[...] what we loved best was going to the Big Building, where Daddy worked, because sometimes you got a free pencil, the fact that we loved climbing on the big rock outside, the fact that I don't know if somebody dragged the thing there or it was just there when they built the university and they couldn't get rid of it, the fact that the paint was interestingly chipped and you could see how many layers it had, blue, red, white, yellow, green[...]
What I instantly saw in my mind's eye was the big seven- or eight-foot tall rock situated outside University Hall on the Northwestern University campus, which was in fact painted every time a sorority or fraternity or other campus organization decided to advertise themselves. I saw that rock every day all the time I was in grad school. Seeing the rock in my mind's eye, I remembered that yes, Ellmann had taught there, years before I got there as it happens, but I wondered if Lucy Ellmann might actually be the daughter of Richard and recalling her own childhood in Evanston, Illinois. Turns out, yes, she is.

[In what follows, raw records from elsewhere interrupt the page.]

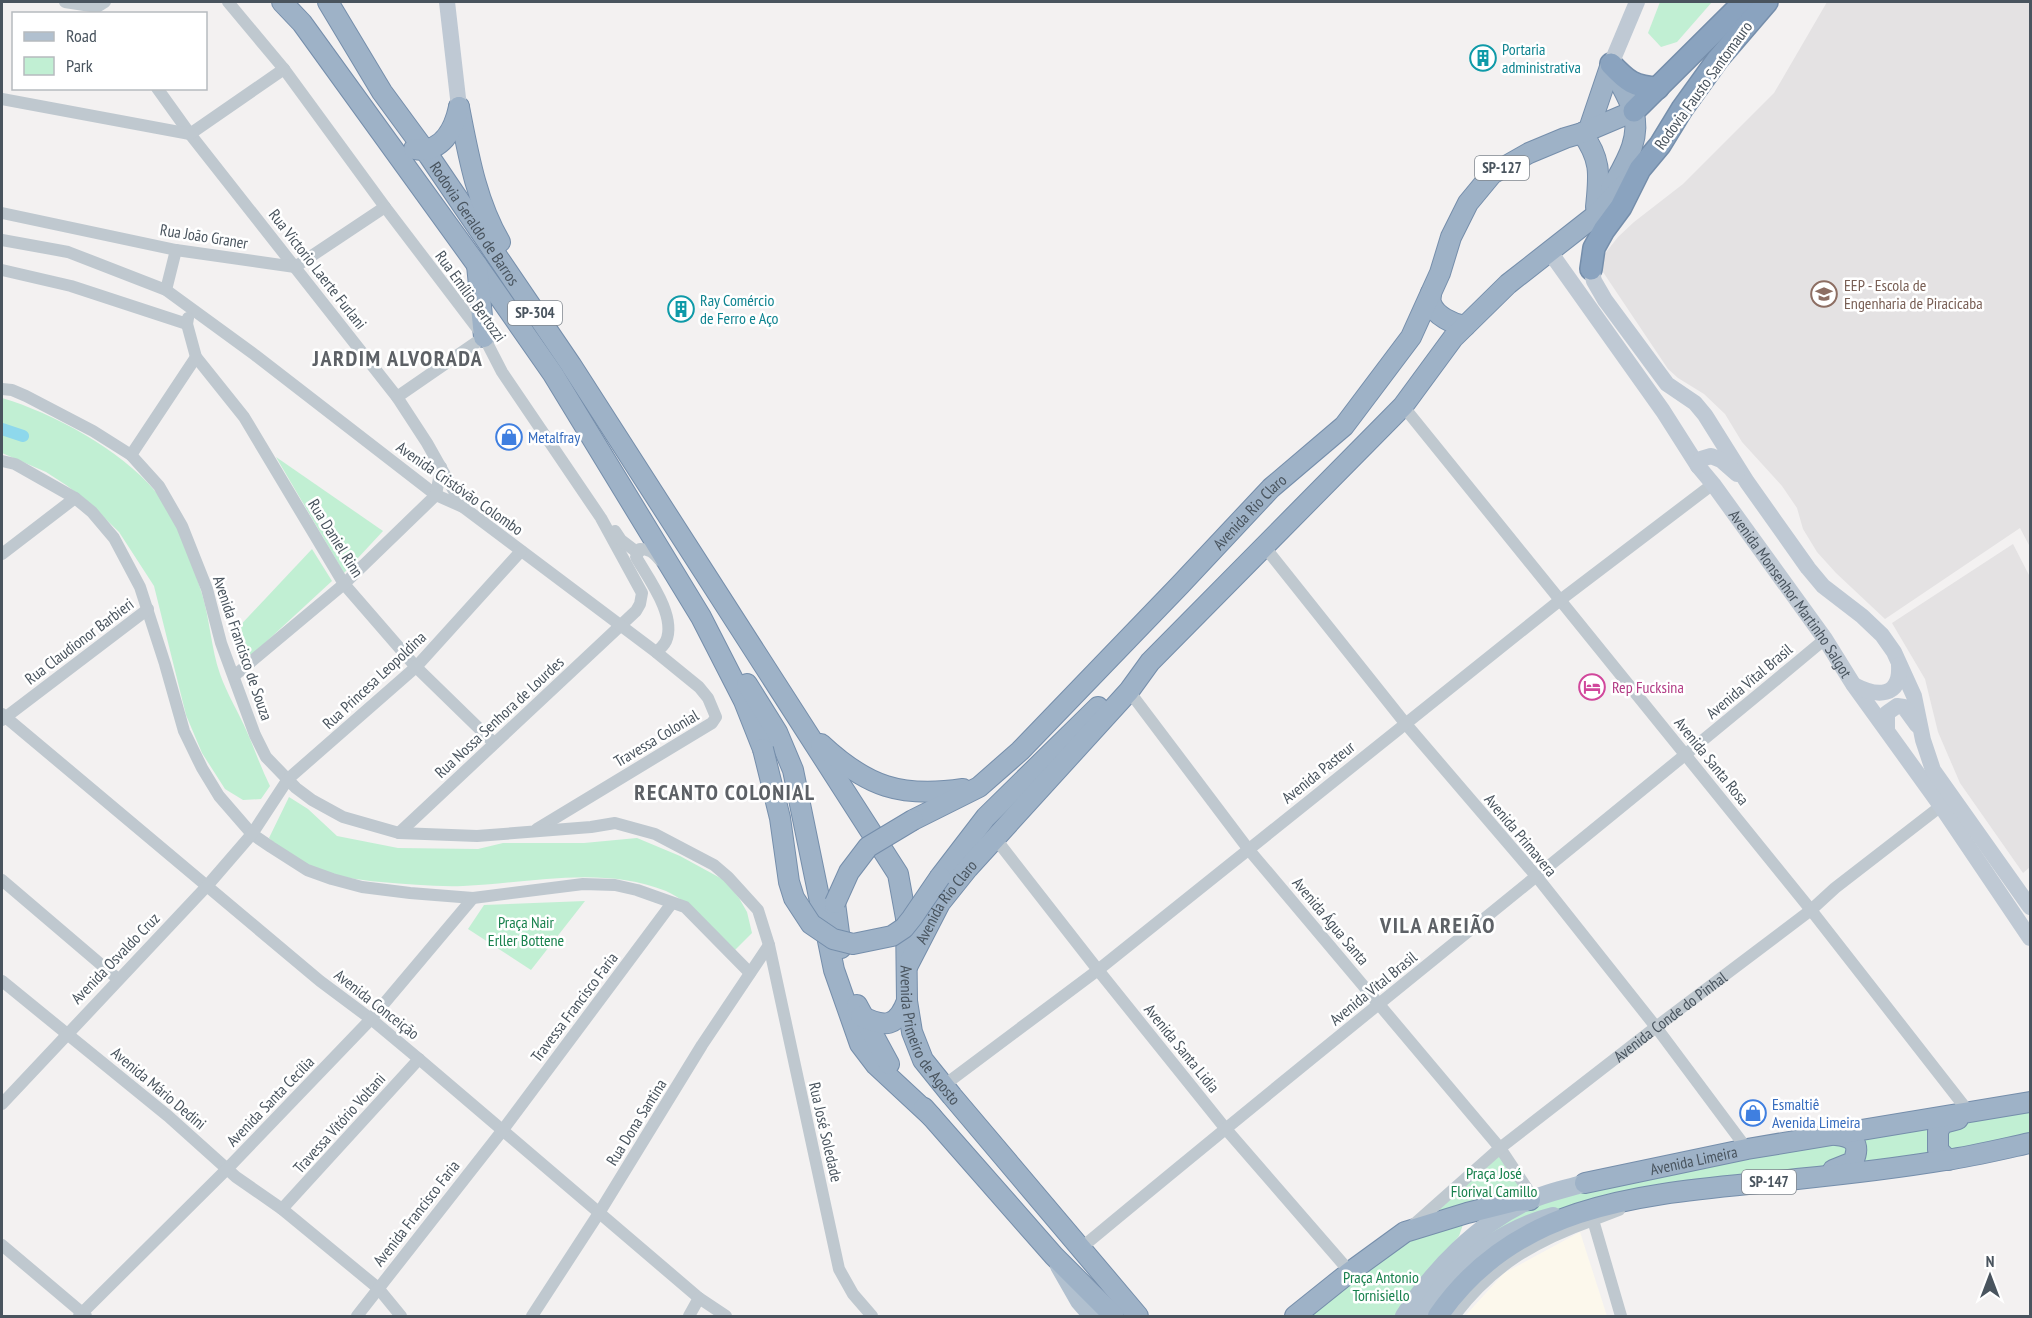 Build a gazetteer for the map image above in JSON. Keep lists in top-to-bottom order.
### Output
{
  "streets": {
    "highway": [
      "Rodovia Fausto Santomauro",
      "SP-127",
      "Rodovia Geraldo de Barros",
      "SP-304",
      "Avenida Rio Claro",
      "Avenida Conde do Pinhal",
      "Avenida Primeiro de Agosto",
      "Avenida Limeira",
      "SP-147"
    ],
    "main road": ["Avenida Monsenhor Martinho Salgot"],
    "street": [
      "Rua João Graner",
      "Rua Victorio Laerte Furlani",
      "Rua Emílio Bertozzi",
      "Avenida Cristóvão Colombo",
      "Rua Daniel Rinn",
      "Rua Claudionor Barbieri",
      "Avenida Francisco de Souza",
      "Rua Princesa Leopoldina",
      "Avenida Vital Brasil",
      "Rua Nossa Senhora de Lourdes",
      "Travessa Colonial",
      "Avenida Santa Rosa",
      "Avenida Pasteur",
      "Avenida Primavera",
      "Avenida Água Santa",
      "Avenida Osvaldo Cruz",
      "Avenida Conceição",
      "Travessa Francisco Faria",
      "Avenida Santa Lidia",
      "Avenida Mário Dedini",
      "Avenida Santa Cecília",
      "Rua Dona Santina",
      "Travessa Vitório Voltani",
      "Rua José Soledade",
      "Avenida Francisco Faria"
    ]
  },
  "crossings": [
    ["Rodovia Fausto Santomauro", "Avenida Rio Claro"],
    ["Rodovia Fausto Santomauro", "Avenida Monsenhor Martinho Salgot"],
    ["Rodovia Geraldo de Barros", "Avenida Primeiro de Agosto"],
    ["Rua João Graner", "Rua Victorio Laerte Furlani"],
    ["Rua Victorio Laerte Furlani", "Avenida Cristóvão Colombo"],
    ["Avenida Cristóvão Colombo", "Rua Princesa Leopoldina"],
    ["Avenida Cristóvão Colombo", "Rua Nossa Senhora de Lourdes"],
    ["Avenida Cristóvão Colombo", "Travessa Colonial"],
    ["Avenida Rio Claro", "Avenida Monsenhor Martinho Salgot"],
    ["Avenida Rio Claro", "Avenida Santa Rosa"],
    ["Avenida Rio Claro", "Avenida Primavera"],
    ["Avenida Rio Claro", "Avenida Água Santa"],
    ["Avenida Rio Claro", "Avenida Primeiro de Agosto"],
    ["Avenida Rio Claro", "Avenida Santa Lidia"],
    ["Rua Daniel Rinn", "Rua Princesa Leopoldina"],
    ["Rua Daniel Rinn", "Rua Nossa Senhora de Lourdes"],
    ["Avenida Monsenhor Martinho Salgot", "Avenida Vital Brasil"],
    ["Avenida Monsenhor Martinho Salgot", "Avenida Pasteur"],
    ["Avenida Monsenhor Martinho Salgot", "Avenida Conde do Pinhal"],
    ["Rua Claudionor Barbieri", "Avenida Conceição"],
    ["Avenida Francisco de Souza", "Rua Princesa Leopoldina"],
    ["Avenida Francisco de Souza", "Rua Nossa Senhora de Lourdes"],
    ["Avenida Francisco de Souza", "Travessa Colonial"],
    ["Avenida Francisco de Souza", "Rua Dona Santina"],
    ["Avenida Francisco de Souza", "Rua José Soledade"],
    ["Rua Princesa Leopoldina", "Avenida Osvaldo Cruz"],
    ["Avenida Vital Brasil", "Avenida Santa Rosa"],
    ["Avenida Vital Brasil", "Avenida Primavera"],
    ["Avenida Vital Brasil", "Avenida Água Santa"],
    ["Avenida Vital Brasil", "Avenida Primeiro de Agosto"],
    ["Avenida Vital Brasil", "Avenida Santa Lidia"],
    ["Avenida Santa Rosa", "Avenida Pasteur"],
    ["Avenida Santa Rosa", "Avenida Conde do Pinhal"],
    ["Avenida Santa Rosa", "Avenida Limeira"],
    ["Avenida Pasteur", "Avenida Primavera"],
    ["Avenida Pasteur", "Avenida Água Santa"],
    ["Avenida Pasteur", "Avenida Primeiro de Agosto"],
    ["Avenida Pasteur", "Avenida Santa Lidia"],
    ["Avenida Primavera", "Avenida Conde do Pinhal"],
    ["Avenida Primavera", "Avenida Limeira"],
    ["Avenida Água Santa", "Avenida Conde do Pinhal"],
    ["Avenida Água Santa", "Avenida Limeira"],
    ["Avenida Osvaldo Cruz", "Avenida Conceição"],
    ["Avenida Osvaldo Cruz", "Avenida Mário Dedini"],
    ["Avenida Conceição", "Travessa Francisco Faria"],
    ["Avenida Conceição", "Avenida Santa Cecília"],
    ["Avenida Conceição", "Rua Dona Santina"],
    ["Avenida Conceição", "Travessa Vitório Voltani"],
    ["Avenida Conceição", "Avenida Francisco Faria"],
    ["Travessa Francisco Faria", "Avenida Francisco Faria"],
    ["Avenida Conde do Pinhal", "Avenida Santa Lidia"],
    ["Avenida Conde do Pinhal", "Avenida Limeira"],
    ["Avenida Mário Dedini", "Avenida Santa Cecília"],
    ["Avenida Mário Dedini", "Travessa Vitório Voltani"],
    ["Avenida Mário Dedini", "Avenida Francisco Faria"],
    ["Rua Dona Santina", "Rua José Soledade"]
  ],
  "districts": ["JARDIM ALVORADA", "RECANTO COLONIAL", "VILA AREIÃO"],
  "parks": ["Praça Nair Erller Bottene", "Praça José Florival Camillo", "Praça Antonio Tornisiello"],
  "places": {
    "building": ["Portaria administrativa", "Ray Comércio de Ferro e Aço"],
    "school or university": ["EEP - Escola de Engenharia de Piracicaba"],
    "shop": ["Metalfray", "Esmaltiê Avenida Limeira"],
    "hotel": ["Rep Fucksina"]
  },
  "legend": ["Road", "Park"],
  "north": "top"
}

Not that the rest of the book is all that autobiographical, for all I know. Lucy Ellmann is not married to an engineering professor in Ohio, nor does she have a home baking business, nor did she teach Ohio state history as an adjunct. But whenever the narrative turns to her parents, I think, hmm, is that her father? Her mother?
Ducks, Newburyport is thus far (I'm on p. 162) living up to its notices. It's really good. But I also found myself wondering about those notices as I skimmed them in the fron pages of the book. Do hard-working book reviewers--or for that matter, members of juries of prestigious prizes--really have time to read through these 1000-page experimental novels before deadline? Or do they have to, you know, skim, dip, guess?
If you can find a copy, Jack Green's Fire the Bastards! is still illuminating. Green recounts being fascinating by William Gaddis's daunting debut novel, The Recognitions, looking up some reviews, and realizing that most of the reviewers, whether dismissive, neutral, or politely praising, had not actually read much of the book at all, relying instead on publicity info provided by the publisher.
There are a lot fewer newspaper book reviewers (and a lot fewer newspapers) than in Green's day, but you wonder how many of the people doing online reviewing or sharing opinions on Goodreads or blogs like this one actually read the book in question.
Tell you what, though--the opening pages of Ducks, Newburyport also includes, right alongside the snippets from Los Angeles Review of Books and Cosmopolitan, blurbs from the owners of independent bookstores. You know what? Those people I trust. God bless them.